Она снова подошла к окну, прижалась к стеклу лбом, да так и стояла, уставившись в одну точку. Постепенно эта точка проступила сквозь серую мокроту. Она оказалась куполом строящейся церкви, вроде бы православной. Катенька не слишком в этом всем разбиралась, но сейчас вдруг обратилась к дырявому куполу с речью:

— Слушай, Бог, я никогда тебе ничего не говорила… Сделай для меня одну вещь. Нет, не возвращай мне Палыча. Всё равно уйдёт. Только сделай так, чтобы он сегодня вечером оказался у меня. Я его обниму крепко-крепко и не отпущу никуда. Он возьмёт себе отпуск на неделю, и всю неделю мы будем только вдвоём. Только неделю, ладно?
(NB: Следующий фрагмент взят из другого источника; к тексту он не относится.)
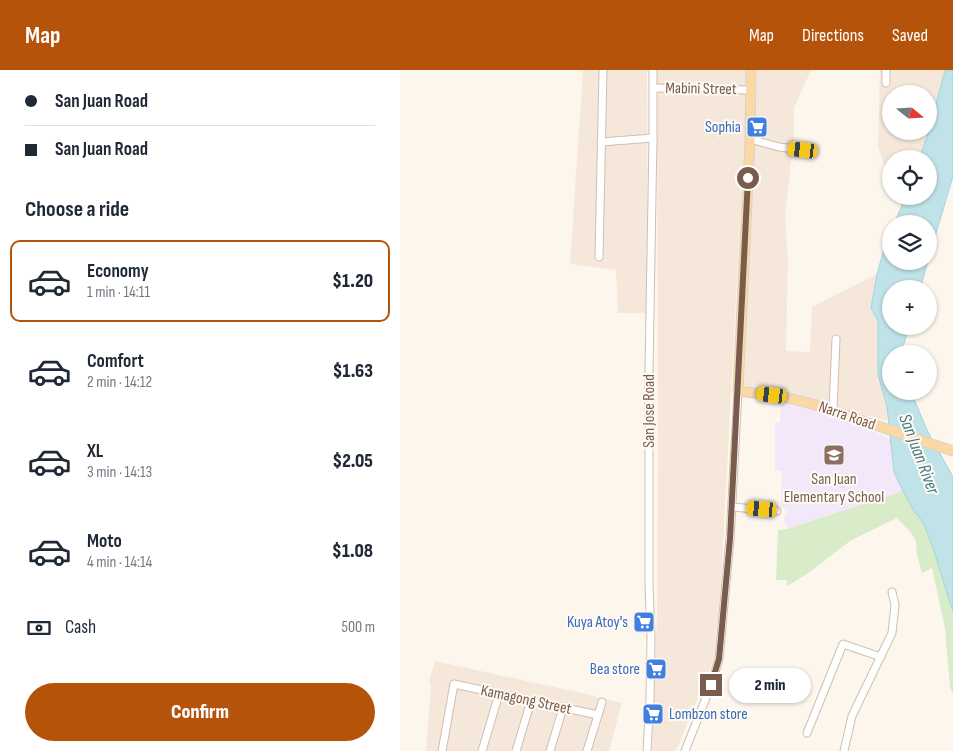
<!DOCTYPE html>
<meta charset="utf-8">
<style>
body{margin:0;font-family:"Sofia Sans Condensed",sans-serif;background:#f6f6f7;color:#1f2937;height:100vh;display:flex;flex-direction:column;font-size:19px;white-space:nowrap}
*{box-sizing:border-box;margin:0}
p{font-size:16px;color:#747a83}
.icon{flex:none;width:28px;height:28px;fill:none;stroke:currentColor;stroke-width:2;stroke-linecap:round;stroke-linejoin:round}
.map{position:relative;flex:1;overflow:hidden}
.sheet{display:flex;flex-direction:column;background:#fff;width:400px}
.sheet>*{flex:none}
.guide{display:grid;align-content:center;height:110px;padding:0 25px;background:#fff}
.needle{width:32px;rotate:108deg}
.buttons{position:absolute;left:482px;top:15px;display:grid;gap:10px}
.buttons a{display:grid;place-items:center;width:55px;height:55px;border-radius:50%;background:#fff;box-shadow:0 1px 4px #0004;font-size:25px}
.end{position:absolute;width:22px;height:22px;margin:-11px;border:6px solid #7a5c4d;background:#fff;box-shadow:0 0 0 2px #fff}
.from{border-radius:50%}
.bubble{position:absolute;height:35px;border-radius:18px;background:#fff;box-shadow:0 1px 4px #0004;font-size:16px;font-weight:800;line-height:35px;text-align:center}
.car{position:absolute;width:15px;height:30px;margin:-15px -8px;border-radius:6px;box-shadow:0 0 4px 1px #0007;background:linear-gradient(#f5c518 24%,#345 0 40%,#f5c518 0 76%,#345 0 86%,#f5c518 0)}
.guide b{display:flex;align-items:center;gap:18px;height:48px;font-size:19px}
.guide b+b{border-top:1px solid #e0e1e3}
.guide i{width:12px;height:12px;background:#1f2937}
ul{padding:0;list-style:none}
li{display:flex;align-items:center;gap:15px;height:82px;margin:0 10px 8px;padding:0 15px;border:2px solid transparent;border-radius:10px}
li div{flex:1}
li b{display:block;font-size:19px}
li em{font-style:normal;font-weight:800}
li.on{border-color:#b45309}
li>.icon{width:45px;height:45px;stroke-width:1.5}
h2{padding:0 25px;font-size:22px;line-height:60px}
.pay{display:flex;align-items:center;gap:12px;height:55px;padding:0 25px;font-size:19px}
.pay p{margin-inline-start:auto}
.cta{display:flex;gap:10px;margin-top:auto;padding:10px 25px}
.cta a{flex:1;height:58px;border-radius:30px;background:#b45309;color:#fff;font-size:20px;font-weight:800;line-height:58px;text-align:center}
header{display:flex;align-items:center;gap:30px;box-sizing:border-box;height:70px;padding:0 25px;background:#b45309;color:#fff}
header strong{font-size:24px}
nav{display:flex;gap:28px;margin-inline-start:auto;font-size:18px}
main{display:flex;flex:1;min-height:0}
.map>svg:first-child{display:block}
.residential{fill:#f5e8da}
.education{fill:#f3e8fa}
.green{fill:#d8ecc9}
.water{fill:#bfe3e8;stroke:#a5d3da}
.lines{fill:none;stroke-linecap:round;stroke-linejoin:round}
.minor-casing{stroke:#d1beb0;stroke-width:9}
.major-casing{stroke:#dad1cd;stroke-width:11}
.minor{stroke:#fff;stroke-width:7}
.major{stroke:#fbd9a5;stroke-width:9}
.route{stroke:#7a5c4d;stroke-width:6}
.labels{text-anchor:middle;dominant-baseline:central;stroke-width:4;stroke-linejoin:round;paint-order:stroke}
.street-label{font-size:16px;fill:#7a5c4d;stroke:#fffaf3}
.shop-label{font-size:16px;fill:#366cbe;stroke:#fffaf3;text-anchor:end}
.education-label{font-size:16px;fill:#785e54;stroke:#fffaf3}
.water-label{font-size:18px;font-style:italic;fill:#437c86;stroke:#fffaf3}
</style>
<header>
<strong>Map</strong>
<nav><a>Map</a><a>Directions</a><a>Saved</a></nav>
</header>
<main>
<section class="sheet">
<div class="guide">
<b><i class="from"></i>San Juan Road</b>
<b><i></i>San Juan Road</b>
</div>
<h2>Choose a ride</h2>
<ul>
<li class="on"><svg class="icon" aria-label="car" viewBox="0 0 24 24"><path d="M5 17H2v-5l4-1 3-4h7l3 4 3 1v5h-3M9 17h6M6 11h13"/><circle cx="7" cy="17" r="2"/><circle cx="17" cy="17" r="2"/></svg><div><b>Economy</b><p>1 min · 14:11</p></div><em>$1.20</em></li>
<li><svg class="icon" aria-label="car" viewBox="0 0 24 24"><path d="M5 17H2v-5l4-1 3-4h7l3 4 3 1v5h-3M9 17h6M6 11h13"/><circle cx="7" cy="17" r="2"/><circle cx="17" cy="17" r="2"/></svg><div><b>Comfort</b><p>2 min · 14:12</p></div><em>$1.63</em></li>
<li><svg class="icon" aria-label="car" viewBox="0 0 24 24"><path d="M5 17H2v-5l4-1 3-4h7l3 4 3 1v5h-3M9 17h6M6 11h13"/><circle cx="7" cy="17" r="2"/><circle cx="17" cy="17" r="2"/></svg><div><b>XL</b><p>3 min · 14:13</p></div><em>$2.05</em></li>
<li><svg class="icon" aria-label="car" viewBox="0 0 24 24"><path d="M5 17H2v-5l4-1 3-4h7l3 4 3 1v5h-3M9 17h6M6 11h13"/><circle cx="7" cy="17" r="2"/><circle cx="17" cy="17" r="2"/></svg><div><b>Moto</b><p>4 min · 14:14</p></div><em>$1.08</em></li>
</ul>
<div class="pay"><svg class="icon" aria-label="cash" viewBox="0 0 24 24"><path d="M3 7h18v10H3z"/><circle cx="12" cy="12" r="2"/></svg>Cash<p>500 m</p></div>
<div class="cta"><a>Confirm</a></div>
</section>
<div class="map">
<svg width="553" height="681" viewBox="0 0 553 681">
<rect width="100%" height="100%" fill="#fdf6ec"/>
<!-- residential -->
<g class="residential">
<polygon points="183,0 247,0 248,243 218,243 216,200 170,194"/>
<polygon points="257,0 348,0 321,514 314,589 276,681 252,681 257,546 258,372"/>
<polygon points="357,0 411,0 394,38 394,67 385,145 388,189 386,281 410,282 412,237 477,204 471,238 478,251 478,305 487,336 489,351 441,339 390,323 344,316"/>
<polygon points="480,0 545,0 529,58 529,24 491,24 491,61 528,61 519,89 491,89 491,101 485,97 478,77"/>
<polygon points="35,591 186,624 222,633 209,681 26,681 31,615 29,612"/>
</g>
<!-- education -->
<polygon class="education" points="381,333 419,339 491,369 494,402 503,421 387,459 384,449 388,439 381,437 382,401 375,400 375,352 380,353"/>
<!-- green -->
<polygon class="green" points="503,421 514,441 524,454 534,481 553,540 553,624 550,618 545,558 532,498 522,503 517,485 516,471 512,464 497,448 450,471 407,504 387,516 387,510 376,510 378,460 387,459"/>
<!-- water -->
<g class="water">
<polygon points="545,0 553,0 553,106 529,187 529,154 494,154 506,126 529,126 529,89 519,89 529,61"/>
<polygon points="491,160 491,191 528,191 520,219 491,219 491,256 509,256 503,277 504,284 491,284 491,321 512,321 513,327 528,362 553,407 553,542 534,481 524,454 514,441 503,421 494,402 487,336 478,305 478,251 471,238 477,204 486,172"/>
</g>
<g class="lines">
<!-- minor casing -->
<g class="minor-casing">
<g id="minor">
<polyline points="486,0 486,13"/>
<polyline points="253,18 350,20"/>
<polyline points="350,69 379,77 403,80"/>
<polyline points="201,72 253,68"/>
<polyline points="199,187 203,0"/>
<polyline points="433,340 436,269"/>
<polyline points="332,437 377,441"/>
<polyline points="407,663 443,574 481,587"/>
<polyline points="42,681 54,614 198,645"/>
<polyline points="82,681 99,624"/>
<polyline points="116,681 131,631"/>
<polyline points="150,681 163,638"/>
<polyline points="187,681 202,632"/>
<polyline points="247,681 250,629 251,567 249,514 249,300 253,68 253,0"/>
<polyline points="285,681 311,615 319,589 330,469 338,321"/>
<polyline points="444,681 452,646 492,563 495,535 492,522"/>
</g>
</g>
<!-- major casing -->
<g class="major-casing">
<polyline id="major" points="351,0 350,69 338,321 379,326 409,333 553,381"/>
</g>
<!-- minor -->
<use href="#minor" class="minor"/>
<!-- major -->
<use href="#major" class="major"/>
</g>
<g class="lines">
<!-- route -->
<polyline class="route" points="311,615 319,589 330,469 348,108"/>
</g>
<!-- icons -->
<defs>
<g id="supermarket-square" transform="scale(1.125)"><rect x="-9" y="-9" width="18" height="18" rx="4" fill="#3f7fe0" stroke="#fffaf3"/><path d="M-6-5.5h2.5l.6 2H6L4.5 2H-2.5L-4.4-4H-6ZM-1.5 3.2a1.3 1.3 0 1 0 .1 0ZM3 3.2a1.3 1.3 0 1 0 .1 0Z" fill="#fff"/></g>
<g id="school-square" transform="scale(1.125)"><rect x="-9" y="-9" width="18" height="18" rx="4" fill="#8d6e63" stroke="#fffaf3"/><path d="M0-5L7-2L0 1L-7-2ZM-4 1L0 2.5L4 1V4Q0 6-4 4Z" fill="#fff"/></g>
</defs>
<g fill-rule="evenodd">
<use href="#supermarket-square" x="357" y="57"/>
<use href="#school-square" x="434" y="385"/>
<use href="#supermarket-square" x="244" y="552"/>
<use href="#supermarket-square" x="256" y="599"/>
<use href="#supermarket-square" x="253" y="644"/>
</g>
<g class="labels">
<!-- street labels -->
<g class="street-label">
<text transform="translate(301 19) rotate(1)">Mabini Street</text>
<text transform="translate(249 341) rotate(-90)">San Jose Road</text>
<text transform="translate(447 346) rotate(19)">Narra Road</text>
<text transform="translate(126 630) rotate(12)">Kamagong Street</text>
</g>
<!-- shop labels -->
<g class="shop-label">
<text x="341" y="57">Sophia</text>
<text x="228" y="552">Kuya Atoy's</text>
<text x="240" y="599">Bea store</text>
<text x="269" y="644" text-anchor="start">Lombzon store</text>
</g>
<!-- education labels -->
<g class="education-label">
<text x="434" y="409">San Juan<tspan x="434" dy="18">Elementary School</tspan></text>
</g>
<!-- water labels -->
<g class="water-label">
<text transform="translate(519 384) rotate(69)">San Juan River</text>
</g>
</g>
</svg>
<div class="buttons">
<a><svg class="needle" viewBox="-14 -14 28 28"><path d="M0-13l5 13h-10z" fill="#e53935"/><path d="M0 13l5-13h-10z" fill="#747a83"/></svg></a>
<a><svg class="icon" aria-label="locate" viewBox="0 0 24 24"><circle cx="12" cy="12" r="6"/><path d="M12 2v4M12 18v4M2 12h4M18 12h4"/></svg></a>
<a><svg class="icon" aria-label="layers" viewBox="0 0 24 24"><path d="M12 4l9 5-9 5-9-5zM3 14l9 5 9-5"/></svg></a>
<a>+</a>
<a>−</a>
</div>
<i class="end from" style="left:348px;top:108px"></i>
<i class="end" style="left:311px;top:615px"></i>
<div class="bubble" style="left:329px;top:598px;width:82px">2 min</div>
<i class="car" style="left:403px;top:80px;rotate:277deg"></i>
<i class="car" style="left:372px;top:325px;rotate:277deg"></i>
<i class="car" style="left:362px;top:439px;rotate:275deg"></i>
</div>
</main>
Довольно долго ничего не было слышно. Потом на дереве под окном мерзко, с бульканием каркнула ворона.

В квартире никого не было, но Катеньке стало стыдно и противно. Она отвернулась от окна и пошла мыть пол. “Не нужно было отгул брать, — подумала Катенька, — на работе как-то отвлекаешься”.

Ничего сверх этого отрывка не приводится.